- Work to complete: Tally up the lines below that carry the word "from", answering with the figure alone.

** Opening Supplied material block **

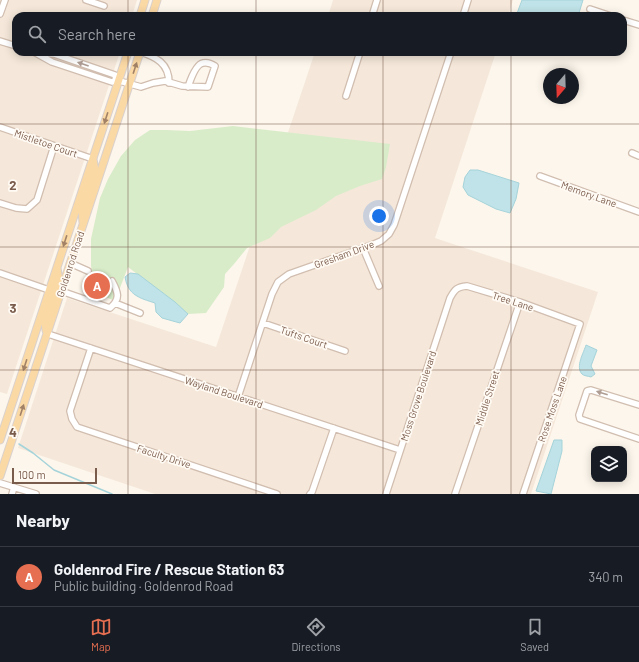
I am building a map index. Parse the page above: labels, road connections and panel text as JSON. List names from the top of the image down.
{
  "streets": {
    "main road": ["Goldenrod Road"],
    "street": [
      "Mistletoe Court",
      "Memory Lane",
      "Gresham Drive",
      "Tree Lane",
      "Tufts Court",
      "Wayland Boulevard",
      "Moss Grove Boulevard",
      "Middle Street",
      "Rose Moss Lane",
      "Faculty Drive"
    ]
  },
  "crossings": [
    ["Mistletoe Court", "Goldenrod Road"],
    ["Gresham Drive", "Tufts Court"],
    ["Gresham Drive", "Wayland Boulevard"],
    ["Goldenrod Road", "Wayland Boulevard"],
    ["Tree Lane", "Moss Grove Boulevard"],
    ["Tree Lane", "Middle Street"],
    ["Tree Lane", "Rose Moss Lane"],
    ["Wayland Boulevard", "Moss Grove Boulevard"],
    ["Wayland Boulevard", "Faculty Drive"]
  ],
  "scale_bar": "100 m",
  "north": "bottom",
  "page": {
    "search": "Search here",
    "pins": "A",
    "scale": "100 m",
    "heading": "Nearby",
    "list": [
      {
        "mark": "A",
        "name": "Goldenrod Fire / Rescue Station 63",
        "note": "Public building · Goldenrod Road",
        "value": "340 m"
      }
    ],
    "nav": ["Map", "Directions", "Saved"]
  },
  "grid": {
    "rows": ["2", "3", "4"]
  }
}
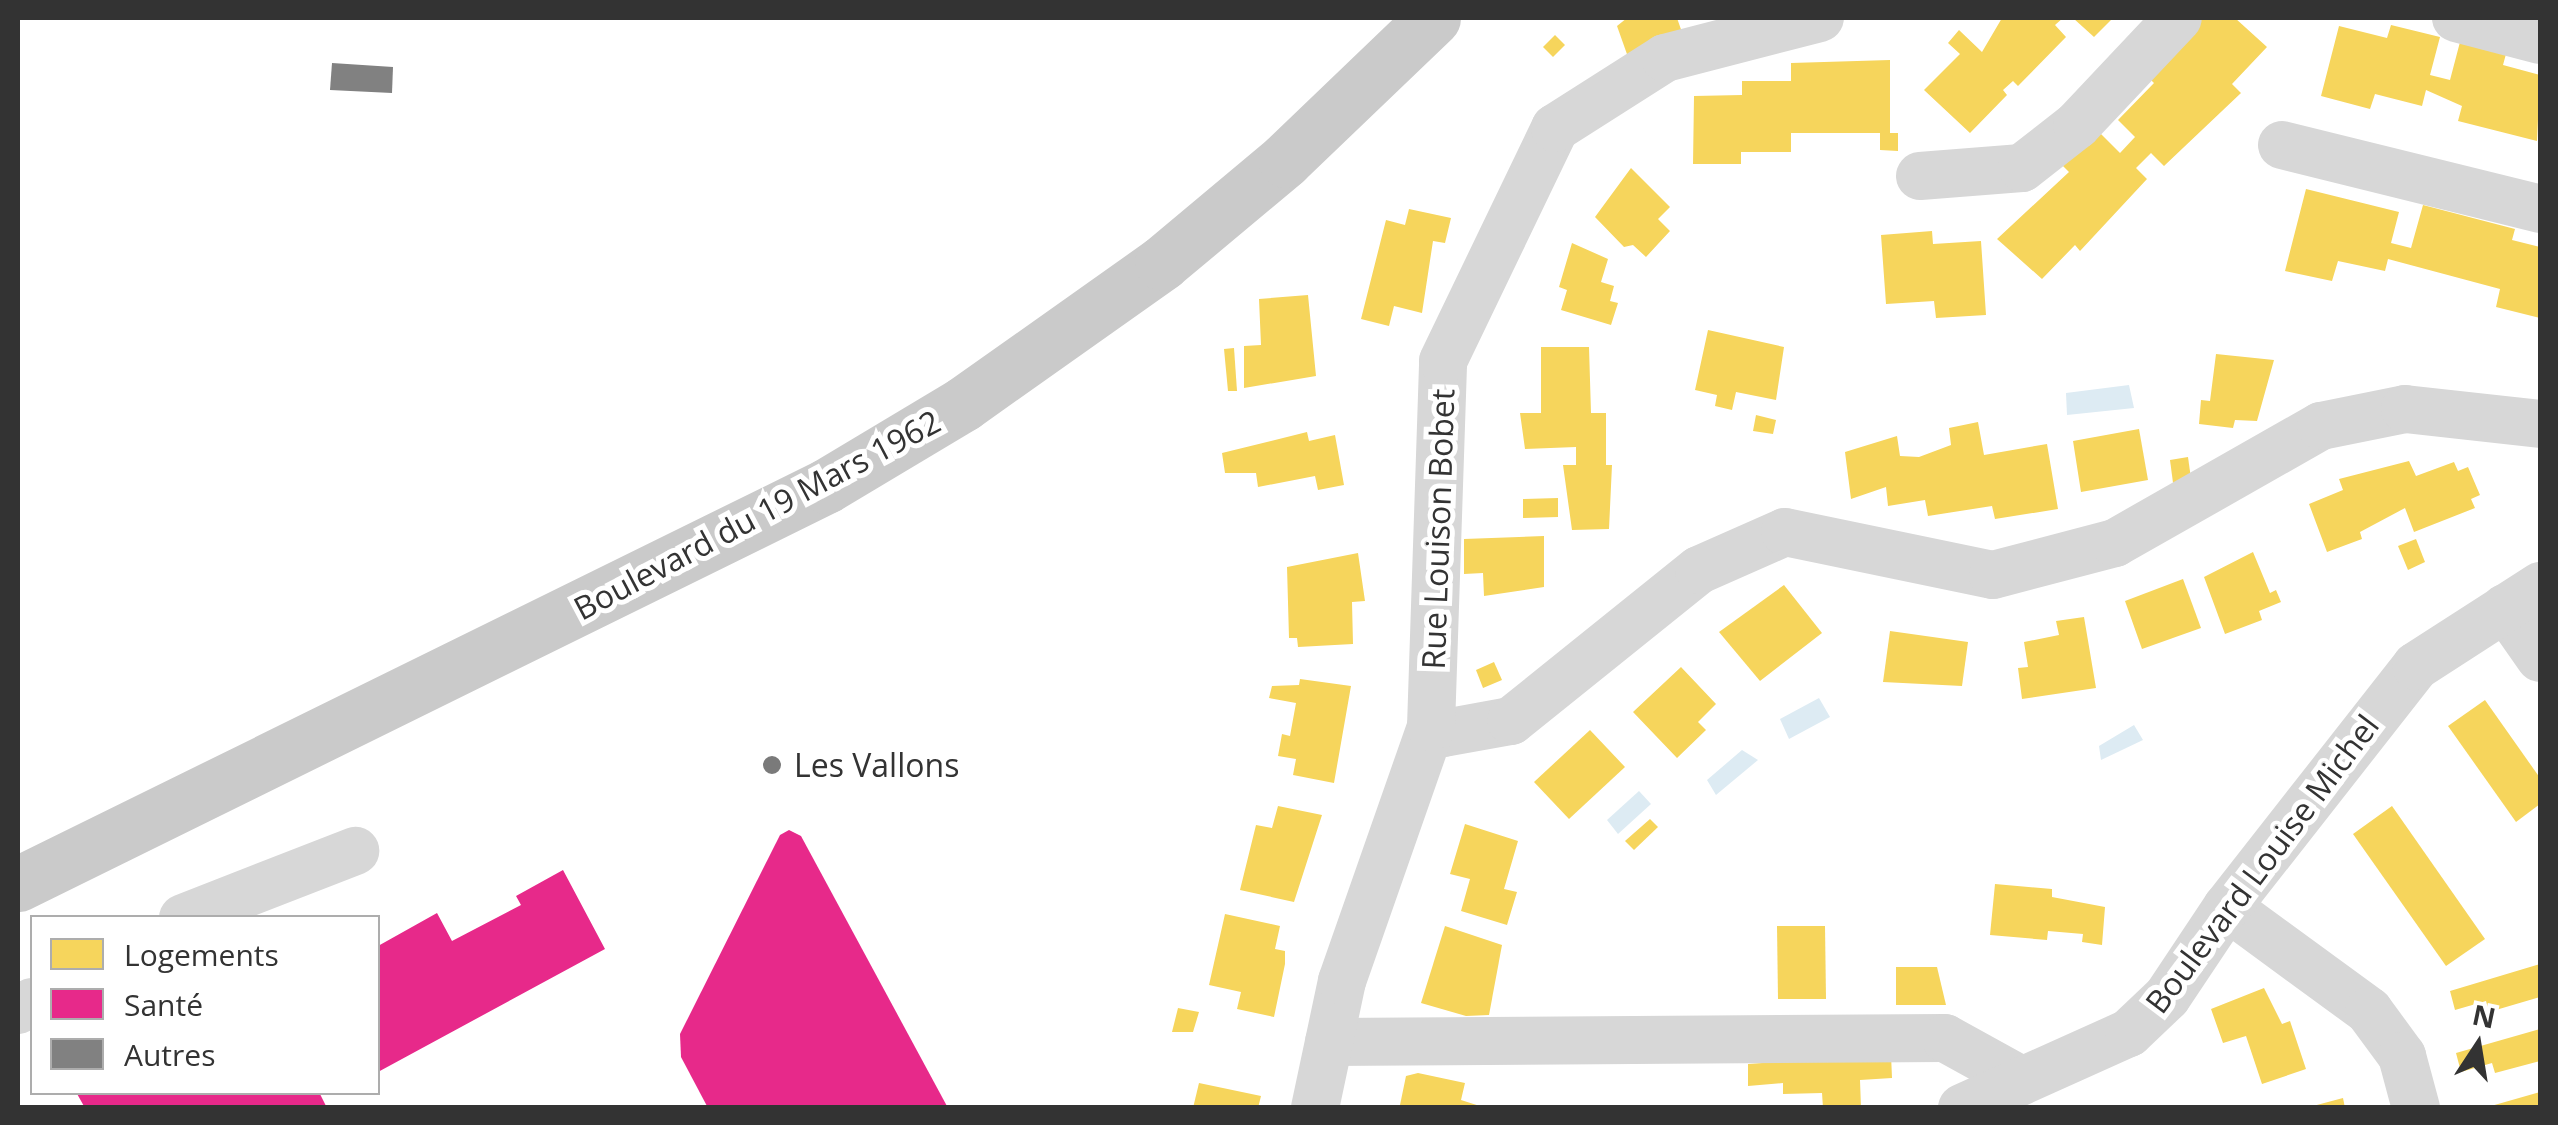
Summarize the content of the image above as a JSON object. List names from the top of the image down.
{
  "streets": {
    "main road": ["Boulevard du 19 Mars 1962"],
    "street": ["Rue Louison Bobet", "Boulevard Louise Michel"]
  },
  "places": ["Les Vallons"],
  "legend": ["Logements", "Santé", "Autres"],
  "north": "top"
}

** Closing Supplied material block **

- Reply to the task: 2